Purpose: A lipid-based prodrug of mitomycin C [MMC; 2,3-(distearoyloxy)propane-1-dithio-4'-benzyloxycarbonyl-MMC] was designed for liposome formulation. The purpose of this study was to examine the in vitro cytotoxicity, pharmacokinetics, in vivo toxicity, and in vivo antitumor activity of this new lipid-based prodrug formulated in polyethylene glycol–coated (pegylated) liposomes.
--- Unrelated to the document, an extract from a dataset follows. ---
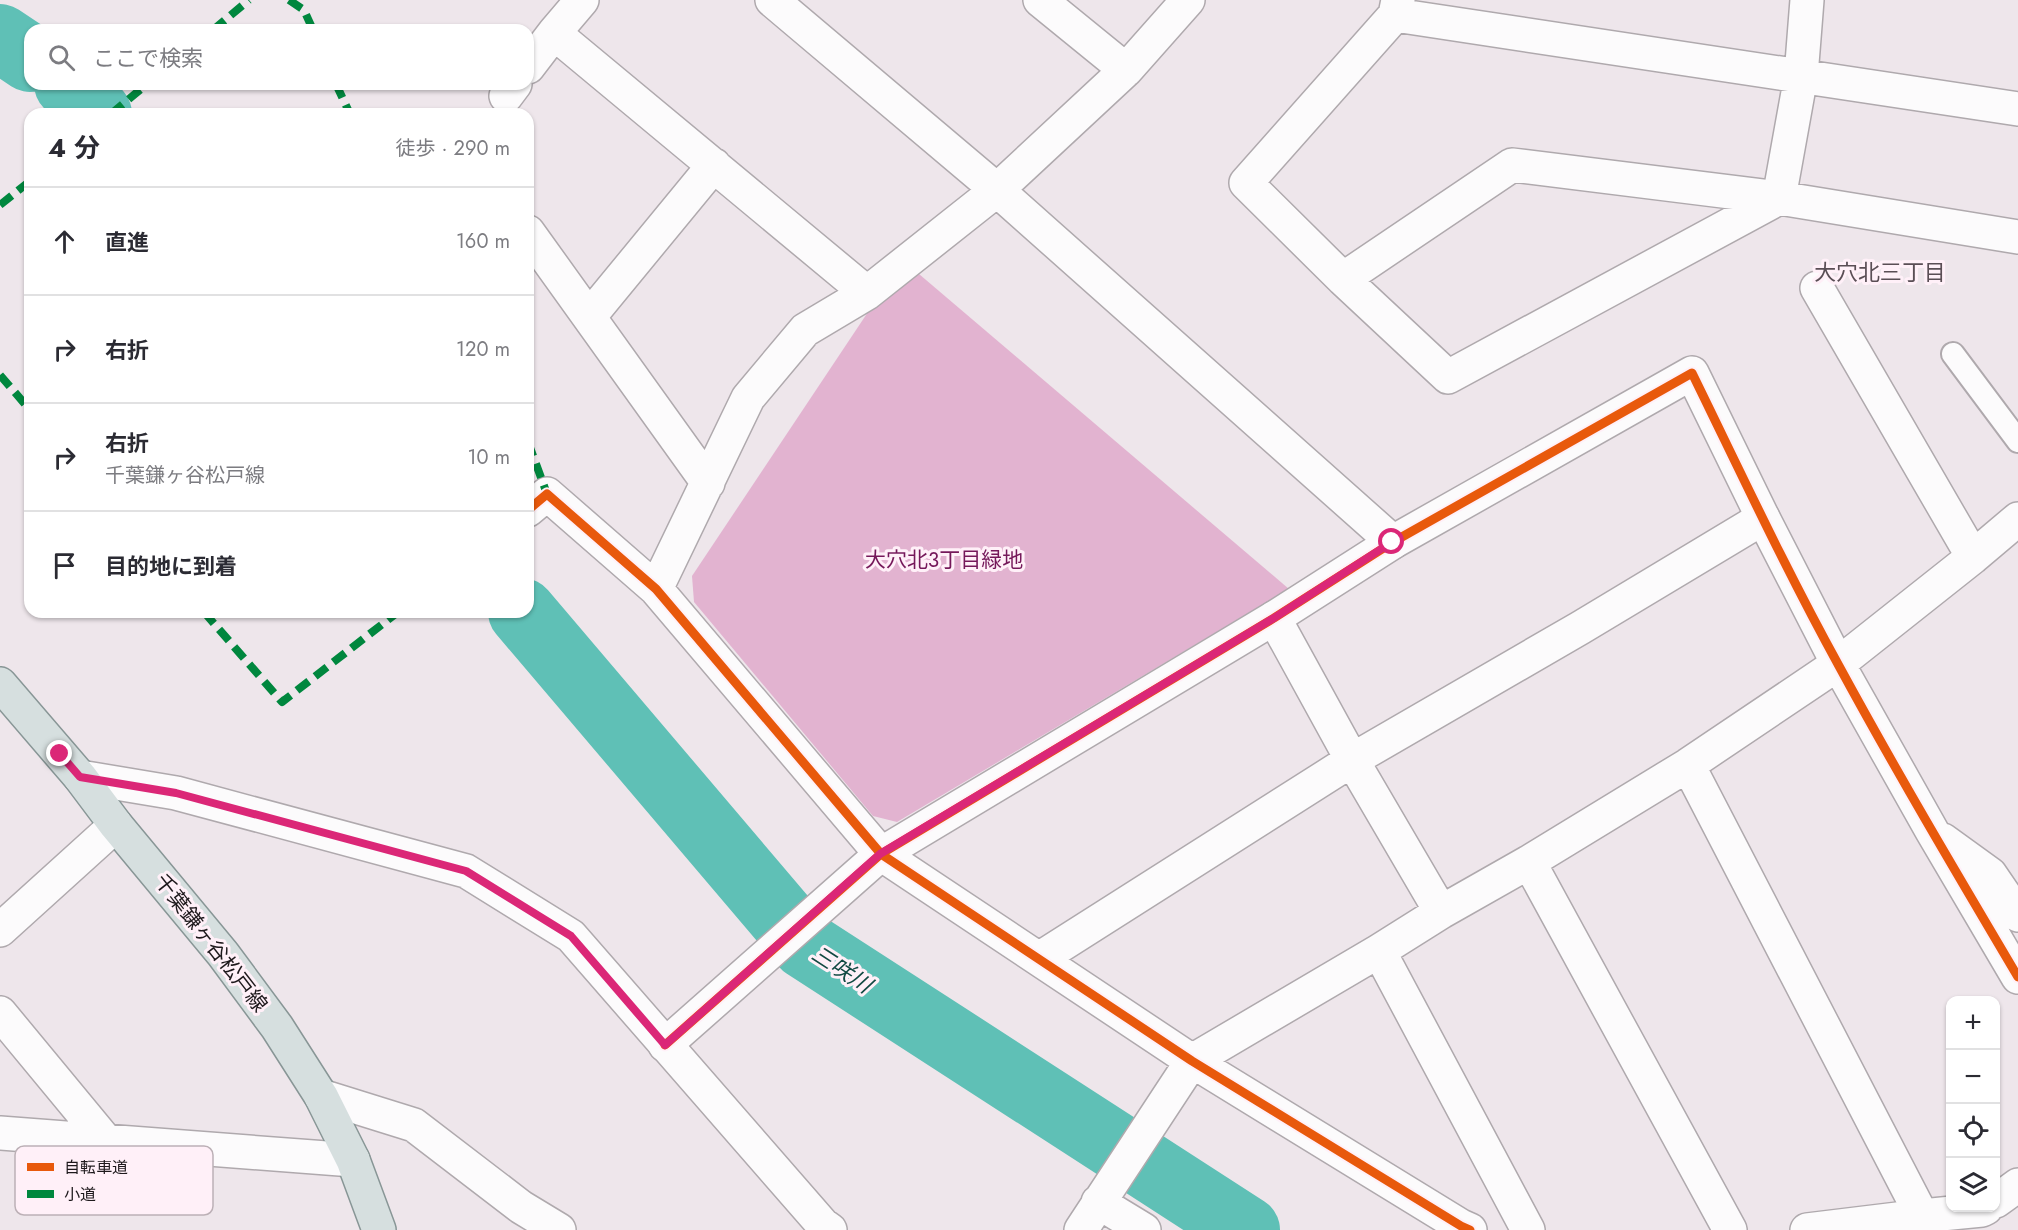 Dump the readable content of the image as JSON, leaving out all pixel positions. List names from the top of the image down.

Experimental Design: MMC was released from the MMC lipid–based prodrug (MLP) by thiolytic-induced cleavage with a variety of thiol-containing reducing agents. MLP was incorporated with nearly 100% efficiency in cholesterol-free pegylated liposomes with hydrogenated phosphatidylcholine as the main component and a mean vesicle size of 90 nm. This formulation was used for in vitro and in vivo tests in rodents.

Results: In vitro, the cytotoxic activity of pegylated liposomal MLP (PL-MLP) was drastically reduced compared with free MMC. However, in the presence of reducing agents, such as cysteine or N-acetyl-cysteine, its activity increased to nearly comparable levels to those of free MMC. Intravenous administration of PL-MLP in rats resulted in a slow clearance indicating stable prodrug retention in liposomes and long circulation time kinetics, with a pharmacokinetic profile substantially different from that of free MMC. In vivo, PL-MLP was 3-fold less toxic than free MMC. The therapeutic index and absolute antitumor efficacy of PL-MLP were superior to that of free MMC in the three tumor models tested. In addition, PL-MLP was significantly more active than a formulation of doxorubicin in pegylated liposomes (DOXIL) in the M109R tumor model, a mouse tumor cell line with a multidrug-resistant phenotype.

Conclusions: Delivery of MLP in pegylated liposomes is a potential approach for effective treatment of multidrug-resistant tumors while significantly buffering the toxicity of MMC.